La escuela expositiva no tiene en cuenta la individualidad del alumno. No repara en las diferencias de nivel, disposición e inclinación de sus alumnos ni en la velocidad y ritmo individuales de cada uno. Por el contrario, parte de la suposición de que a este respecto todos son iguales. En los pasos formales presupone que los actos de apercepción se realizan simultáneamente en todos los alumnos si el maestro los lleva dé grado en grado. Con la ficción del “alumno normal”, es decir, del alumno promedio, de situación y nivel de formación idénticos, determina un nivel medio de enseñanza para todos los alumnos, aunque algunos se aburran mientras otros quedan a la zaga. La forma exterior de esa enseñanza es el llamado bloque de atención, el trabajo “en un mismo frente”. El trabajo de la clase normal está centrado exclusivamente en el maestro. De él llegan las órdenes e indicaciones con una uniformidad de exigencia que aísla en sí a cada uno de los alumnos. Como la comunicación con los demás está prohibida, la ayuda entre vecinos queda excluida, porque estaría en detrimento de la atención concentrada. La clase trabaja esencialmente bajo el impulso ajeno; la pregunta del maestro es el motor propiamente dicho de la enseñanza.

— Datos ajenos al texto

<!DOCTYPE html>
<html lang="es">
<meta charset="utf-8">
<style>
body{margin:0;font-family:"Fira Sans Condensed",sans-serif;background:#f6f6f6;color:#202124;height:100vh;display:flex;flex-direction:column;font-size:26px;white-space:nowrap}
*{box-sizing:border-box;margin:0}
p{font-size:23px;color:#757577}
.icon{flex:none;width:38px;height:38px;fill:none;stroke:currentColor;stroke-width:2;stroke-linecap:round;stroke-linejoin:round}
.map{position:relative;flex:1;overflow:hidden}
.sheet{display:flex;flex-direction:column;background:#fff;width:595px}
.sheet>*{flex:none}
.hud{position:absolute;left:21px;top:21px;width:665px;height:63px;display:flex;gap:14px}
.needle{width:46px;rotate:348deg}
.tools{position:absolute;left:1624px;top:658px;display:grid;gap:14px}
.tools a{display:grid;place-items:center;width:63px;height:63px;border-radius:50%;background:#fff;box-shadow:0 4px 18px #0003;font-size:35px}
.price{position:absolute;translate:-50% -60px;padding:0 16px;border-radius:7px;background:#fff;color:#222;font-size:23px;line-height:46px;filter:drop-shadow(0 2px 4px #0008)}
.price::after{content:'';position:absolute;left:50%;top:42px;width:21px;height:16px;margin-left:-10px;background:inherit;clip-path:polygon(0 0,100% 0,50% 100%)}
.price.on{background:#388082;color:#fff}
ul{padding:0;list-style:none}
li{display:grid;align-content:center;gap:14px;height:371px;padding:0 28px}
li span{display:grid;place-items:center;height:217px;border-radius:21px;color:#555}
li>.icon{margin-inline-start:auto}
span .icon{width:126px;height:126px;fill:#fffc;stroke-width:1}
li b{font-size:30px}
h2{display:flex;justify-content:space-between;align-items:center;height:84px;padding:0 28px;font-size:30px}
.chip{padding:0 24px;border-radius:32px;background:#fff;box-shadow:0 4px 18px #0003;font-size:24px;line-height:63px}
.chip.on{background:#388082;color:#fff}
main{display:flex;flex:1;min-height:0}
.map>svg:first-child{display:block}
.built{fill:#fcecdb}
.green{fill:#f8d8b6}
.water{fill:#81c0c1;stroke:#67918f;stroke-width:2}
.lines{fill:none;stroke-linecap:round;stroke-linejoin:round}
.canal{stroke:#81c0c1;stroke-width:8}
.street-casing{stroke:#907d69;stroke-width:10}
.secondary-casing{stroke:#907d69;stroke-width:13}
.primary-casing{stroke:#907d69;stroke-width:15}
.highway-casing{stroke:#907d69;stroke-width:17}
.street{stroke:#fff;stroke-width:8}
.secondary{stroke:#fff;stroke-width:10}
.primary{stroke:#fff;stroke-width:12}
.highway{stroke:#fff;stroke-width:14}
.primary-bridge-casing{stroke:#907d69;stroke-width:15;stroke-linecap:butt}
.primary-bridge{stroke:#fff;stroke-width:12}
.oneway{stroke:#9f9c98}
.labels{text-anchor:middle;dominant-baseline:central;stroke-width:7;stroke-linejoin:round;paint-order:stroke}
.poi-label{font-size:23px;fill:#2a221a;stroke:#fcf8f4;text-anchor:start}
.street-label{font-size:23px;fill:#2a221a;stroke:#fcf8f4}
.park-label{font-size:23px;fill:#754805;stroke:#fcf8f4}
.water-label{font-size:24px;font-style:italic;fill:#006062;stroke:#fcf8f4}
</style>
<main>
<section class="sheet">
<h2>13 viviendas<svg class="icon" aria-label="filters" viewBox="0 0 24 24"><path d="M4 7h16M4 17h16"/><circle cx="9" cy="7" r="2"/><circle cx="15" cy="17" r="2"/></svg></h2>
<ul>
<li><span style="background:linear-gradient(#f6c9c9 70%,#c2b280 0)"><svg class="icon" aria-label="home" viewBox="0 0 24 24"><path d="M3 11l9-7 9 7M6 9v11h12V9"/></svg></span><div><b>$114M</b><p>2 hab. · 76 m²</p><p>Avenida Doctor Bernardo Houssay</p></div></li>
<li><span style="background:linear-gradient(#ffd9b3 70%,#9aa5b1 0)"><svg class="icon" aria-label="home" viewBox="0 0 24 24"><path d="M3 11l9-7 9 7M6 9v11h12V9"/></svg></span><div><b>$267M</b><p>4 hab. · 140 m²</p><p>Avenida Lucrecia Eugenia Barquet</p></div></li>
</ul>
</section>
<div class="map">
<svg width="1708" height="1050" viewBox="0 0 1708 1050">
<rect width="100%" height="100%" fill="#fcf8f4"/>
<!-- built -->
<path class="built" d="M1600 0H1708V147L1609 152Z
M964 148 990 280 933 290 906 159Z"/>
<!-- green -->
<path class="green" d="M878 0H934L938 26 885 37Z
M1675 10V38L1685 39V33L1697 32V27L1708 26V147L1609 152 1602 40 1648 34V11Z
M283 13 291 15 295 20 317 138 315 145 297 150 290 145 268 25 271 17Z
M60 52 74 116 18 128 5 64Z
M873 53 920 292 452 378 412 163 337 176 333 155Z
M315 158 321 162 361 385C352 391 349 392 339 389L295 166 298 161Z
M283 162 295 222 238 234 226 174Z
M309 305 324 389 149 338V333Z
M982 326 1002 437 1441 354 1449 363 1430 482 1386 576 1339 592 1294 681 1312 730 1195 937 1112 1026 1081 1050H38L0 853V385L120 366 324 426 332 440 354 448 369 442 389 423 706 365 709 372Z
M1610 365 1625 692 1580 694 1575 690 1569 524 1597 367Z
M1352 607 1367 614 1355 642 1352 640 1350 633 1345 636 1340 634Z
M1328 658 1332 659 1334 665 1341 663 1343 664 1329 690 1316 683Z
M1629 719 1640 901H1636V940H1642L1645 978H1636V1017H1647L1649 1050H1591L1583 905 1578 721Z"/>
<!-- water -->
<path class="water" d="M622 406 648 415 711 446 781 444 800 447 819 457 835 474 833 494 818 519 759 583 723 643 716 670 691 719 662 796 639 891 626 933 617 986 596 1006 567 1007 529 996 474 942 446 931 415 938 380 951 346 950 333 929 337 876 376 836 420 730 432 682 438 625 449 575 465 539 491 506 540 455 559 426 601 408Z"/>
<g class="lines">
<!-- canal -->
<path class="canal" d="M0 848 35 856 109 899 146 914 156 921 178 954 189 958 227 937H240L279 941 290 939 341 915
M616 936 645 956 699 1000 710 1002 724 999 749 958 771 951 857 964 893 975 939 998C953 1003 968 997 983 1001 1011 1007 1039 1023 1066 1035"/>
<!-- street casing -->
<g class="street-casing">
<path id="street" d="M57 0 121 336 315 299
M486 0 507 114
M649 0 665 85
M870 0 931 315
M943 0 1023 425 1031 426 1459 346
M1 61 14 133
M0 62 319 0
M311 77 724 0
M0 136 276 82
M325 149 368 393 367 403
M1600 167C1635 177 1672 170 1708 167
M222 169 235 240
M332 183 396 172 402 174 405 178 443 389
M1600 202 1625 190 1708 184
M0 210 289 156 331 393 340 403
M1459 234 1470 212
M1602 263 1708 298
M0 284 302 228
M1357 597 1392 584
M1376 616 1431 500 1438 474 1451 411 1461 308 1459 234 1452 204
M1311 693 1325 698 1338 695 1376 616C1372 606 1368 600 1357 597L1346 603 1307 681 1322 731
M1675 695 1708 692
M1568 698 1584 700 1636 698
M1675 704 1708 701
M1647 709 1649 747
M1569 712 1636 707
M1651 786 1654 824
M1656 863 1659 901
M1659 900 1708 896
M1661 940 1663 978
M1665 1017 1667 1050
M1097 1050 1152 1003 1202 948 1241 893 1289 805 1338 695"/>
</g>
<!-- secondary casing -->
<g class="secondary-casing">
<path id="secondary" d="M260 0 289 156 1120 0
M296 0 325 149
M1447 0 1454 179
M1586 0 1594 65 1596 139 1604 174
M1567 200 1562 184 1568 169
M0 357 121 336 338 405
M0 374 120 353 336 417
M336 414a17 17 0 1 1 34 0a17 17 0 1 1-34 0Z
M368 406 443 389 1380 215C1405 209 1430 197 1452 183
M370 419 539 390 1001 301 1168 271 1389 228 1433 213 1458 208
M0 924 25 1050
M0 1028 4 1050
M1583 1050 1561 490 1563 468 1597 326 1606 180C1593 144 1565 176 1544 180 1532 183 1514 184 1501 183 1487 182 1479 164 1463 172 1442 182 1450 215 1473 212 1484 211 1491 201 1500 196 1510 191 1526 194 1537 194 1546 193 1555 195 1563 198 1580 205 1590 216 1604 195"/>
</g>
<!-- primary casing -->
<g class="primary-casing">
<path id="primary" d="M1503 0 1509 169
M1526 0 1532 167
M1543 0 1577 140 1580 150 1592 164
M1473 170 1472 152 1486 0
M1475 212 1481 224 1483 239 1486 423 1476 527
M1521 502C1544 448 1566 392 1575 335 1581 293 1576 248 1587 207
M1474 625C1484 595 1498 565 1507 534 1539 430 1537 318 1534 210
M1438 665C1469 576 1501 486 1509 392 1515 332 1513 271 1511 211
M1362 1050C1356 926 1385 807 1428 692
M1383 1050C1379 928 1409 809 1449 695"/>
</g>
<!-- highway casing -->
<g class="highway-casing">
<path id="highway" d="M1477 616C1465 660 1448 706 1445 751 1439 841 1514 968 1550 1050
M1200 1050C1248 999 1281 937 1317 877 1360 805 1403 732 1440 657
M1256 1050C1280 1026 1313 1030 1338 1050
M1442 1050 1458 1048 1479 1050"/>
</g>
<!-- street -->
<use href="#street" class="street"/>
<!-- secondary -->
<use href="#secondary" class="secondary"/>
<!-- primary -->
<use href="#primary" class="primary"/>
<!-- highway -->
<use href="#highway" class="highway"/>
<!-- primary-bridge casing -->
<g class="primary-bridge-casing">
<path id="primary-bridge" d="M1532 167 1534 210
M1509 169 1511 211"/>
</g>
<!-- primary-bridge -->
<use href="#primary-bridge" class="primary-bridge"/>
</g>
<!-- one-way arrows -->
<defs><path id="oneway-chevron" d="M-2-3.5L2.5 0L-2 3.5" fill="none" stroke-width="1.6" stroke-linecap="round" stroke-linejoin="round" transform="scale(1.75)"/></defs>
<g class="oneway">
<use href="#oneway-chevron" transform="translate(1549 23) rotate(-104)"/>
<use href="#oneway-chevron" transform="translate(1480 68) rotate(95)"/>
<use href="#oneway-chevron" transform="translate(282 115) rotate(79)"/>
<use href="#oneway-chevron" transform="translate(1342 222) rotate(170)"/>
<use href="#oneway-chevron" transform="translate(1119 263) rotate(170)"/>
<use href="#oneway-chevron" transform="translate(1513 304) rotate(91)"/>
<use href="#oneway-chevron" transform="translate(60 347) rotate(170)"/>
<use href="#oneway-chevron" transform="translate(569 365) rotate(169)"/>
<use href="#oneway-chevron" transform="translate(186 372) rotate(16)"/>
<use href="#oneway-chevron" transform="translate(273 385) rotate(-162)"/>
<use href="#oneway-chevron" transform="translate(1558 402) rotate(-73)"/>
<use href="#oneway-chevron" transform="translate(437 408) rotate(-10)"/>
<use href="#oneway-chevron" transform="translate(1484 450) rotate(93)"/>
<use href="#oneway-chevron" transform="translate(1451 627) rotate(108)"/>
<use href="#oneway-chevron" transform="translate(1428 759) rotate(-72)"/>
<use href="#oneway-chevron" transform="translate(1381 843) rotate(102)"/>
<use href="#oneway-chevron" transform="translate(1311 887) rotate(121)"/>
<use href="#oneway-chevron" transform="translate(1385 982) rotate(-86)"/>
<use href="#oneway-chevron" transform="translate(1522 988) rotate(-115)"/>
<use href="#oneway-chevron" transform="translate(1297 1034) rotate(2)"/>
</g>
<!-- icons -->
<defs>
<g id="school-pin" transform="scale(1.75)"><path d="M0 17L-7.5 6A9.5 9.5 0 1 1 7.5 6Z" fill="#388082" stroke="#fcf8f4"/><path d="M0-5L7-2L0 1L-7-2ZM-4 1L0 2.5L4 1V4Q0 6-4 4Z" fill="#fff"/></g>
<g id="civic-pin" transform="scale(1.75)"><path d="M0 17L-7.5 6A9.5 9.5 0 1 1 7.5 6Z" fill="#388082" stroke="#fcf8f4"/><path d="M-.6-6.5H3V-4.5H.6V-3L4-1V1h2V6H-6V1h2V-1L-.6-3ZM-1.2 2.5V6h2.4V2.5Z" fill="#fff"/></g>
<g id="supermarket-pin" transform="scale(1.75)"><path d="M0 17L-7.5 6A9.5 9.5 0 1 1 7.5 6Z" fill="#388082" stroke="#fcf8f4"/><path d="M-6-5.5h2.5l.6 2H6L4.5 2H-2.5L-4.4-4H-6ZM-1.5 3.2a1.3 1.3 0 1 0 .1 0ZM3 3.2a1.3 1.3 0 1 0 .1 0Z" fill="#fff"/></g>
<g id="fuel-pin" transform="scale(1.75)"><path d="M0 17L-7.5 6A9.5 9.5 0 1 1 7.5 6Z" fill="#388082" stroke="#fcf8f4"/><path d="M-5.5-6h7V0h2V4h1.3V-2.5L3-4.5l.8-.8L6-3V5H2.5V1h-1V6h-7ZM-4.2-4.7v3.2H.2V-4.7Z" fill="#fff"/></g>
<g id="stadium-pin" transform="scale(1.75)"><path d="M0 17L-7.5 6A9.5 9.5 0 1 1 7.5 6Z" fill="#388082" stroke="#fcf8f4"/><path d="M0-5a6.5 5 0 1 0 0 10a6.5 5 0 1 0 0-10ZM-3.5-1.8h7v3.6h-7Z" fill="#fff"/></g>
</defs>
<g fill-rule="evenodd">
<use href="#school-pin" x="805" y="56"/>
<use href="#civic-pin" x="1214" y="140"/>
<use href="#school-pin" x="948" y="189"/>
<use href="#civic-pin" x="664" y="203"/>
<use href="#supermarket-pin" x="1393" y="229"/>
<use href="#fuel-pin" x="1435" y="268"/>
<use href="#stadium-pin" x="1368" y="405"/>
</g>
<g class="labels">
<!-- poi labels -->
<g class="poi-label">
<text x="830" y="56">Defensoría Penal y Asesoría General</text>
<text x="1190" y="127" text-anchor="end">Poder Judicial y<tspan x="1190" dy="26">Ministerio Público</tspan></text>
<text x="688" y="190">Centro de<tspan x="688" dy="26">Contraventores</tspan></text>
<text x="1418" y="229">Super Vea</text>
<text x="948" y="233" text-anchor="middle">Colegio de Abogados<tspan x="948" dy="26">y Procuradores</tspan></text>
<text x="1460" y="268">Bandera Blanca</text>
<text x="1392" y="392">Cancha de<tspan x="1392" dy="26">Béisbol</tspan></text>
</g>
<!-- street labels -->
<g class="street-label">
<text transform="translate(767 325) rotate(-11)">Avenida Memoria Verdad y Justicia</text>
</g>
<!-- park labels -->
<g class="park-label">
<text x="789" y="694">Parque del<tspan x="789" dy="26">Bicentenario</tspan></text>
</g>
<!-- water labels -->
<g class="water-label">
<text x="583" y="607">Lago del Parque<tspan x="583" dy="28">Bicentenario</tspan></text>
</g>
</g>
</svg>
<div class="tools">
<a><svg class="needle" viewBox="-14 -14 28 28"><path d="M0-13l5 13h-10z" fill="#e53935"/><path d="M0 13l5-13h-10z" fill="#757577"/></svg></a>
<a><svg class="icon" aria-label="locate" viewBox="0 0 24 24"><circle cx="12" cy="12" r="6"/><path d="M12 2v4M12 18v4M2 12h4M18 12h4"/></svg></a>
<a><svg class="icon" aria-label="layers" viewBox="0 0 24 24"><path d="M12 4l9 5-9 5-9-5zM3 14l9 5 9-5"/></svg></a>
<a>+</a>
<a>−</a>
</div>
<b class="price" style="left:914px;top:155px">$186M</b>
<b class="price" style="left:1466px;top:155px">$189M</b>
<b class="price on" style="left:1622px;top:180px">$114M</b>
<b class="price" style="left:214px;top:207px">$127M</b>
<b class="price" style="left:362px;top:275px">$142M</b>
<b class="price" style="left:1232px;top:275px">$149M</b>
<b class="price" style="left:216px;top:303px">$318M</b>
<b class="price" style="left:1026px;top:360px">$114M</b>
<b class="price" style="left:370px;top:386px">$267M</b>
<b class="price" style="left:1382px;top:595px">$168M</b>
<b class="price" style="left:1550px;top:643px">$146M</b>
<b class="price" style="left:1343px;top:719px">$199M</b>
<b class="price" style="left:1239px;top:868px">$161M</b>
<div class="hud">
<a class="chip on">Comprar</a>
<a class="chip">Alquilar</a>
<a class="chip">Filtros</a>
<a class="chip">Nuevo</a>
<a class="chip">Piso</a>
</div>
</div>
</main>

La escuela expositiva se desentiende de la actividad infantil. Es éste eI punto de ataque más importante para la escuela activa. El placer de actividad del alumno, su disposición de colaborar por medio de preguntas y sugerencias.se considera en el fondo como factores perturbadores para la enseñanza expositiva A tal actitud corresponden las formas y los contenidos de la enseñanza. Fiel a la mencionada orientación racionalista, la palabra adquiere una importancia enorme. Todo se verifica a través de la exposición (“escuela verbalista”), la creación y representación apenas si se ejercitan, el dibujo y el modelado, las labores y los trabajos manuales se consideran como una lamentable pérdida de tiempo. Vistas en conjunto, la escuela expositiva del herbartianismo y su didáctica no pueden tildarse de ilógicas. El razonamiento de sus tesis fundamentales fue llevado a cabo con admirable consecuencia; las bases, sin embargo, son erróneas.
Sobre ese fundamento se erigía la escuela de las últimas décadas, y no se puede negar que aún hoy muchos maestros entrados en años la conservan inconscientemente, máximo si se tiene en cuenta que los institutos de formación de maestros eran los grandes semilleros del herbartianismo. “En aquel entonces la enseñanza fue acuñada en una forma de verdadera validez universal como nunca después, por la generación de pedagogos sucesores de Herbart. En esa escuela nació el último sistema didáctico acabado… Generaciones enteras de maestros han sido formados por esa escuela pedagógica y precisamente por ello se ha creado una tradición. El maestro andaba por un camino seguro.” Una superación íntima de esa escuela, superación en la cual estamos trabajando aún, porque todavía “el herbartianismo sigue condicionando las capas más profundas de nuestra conciencia pedagógica” (Sprenger), podía y puede lograrse únicamente sobre la base de nuevas concepciones psicológicas y pedagógicas, y no solamente didácticas.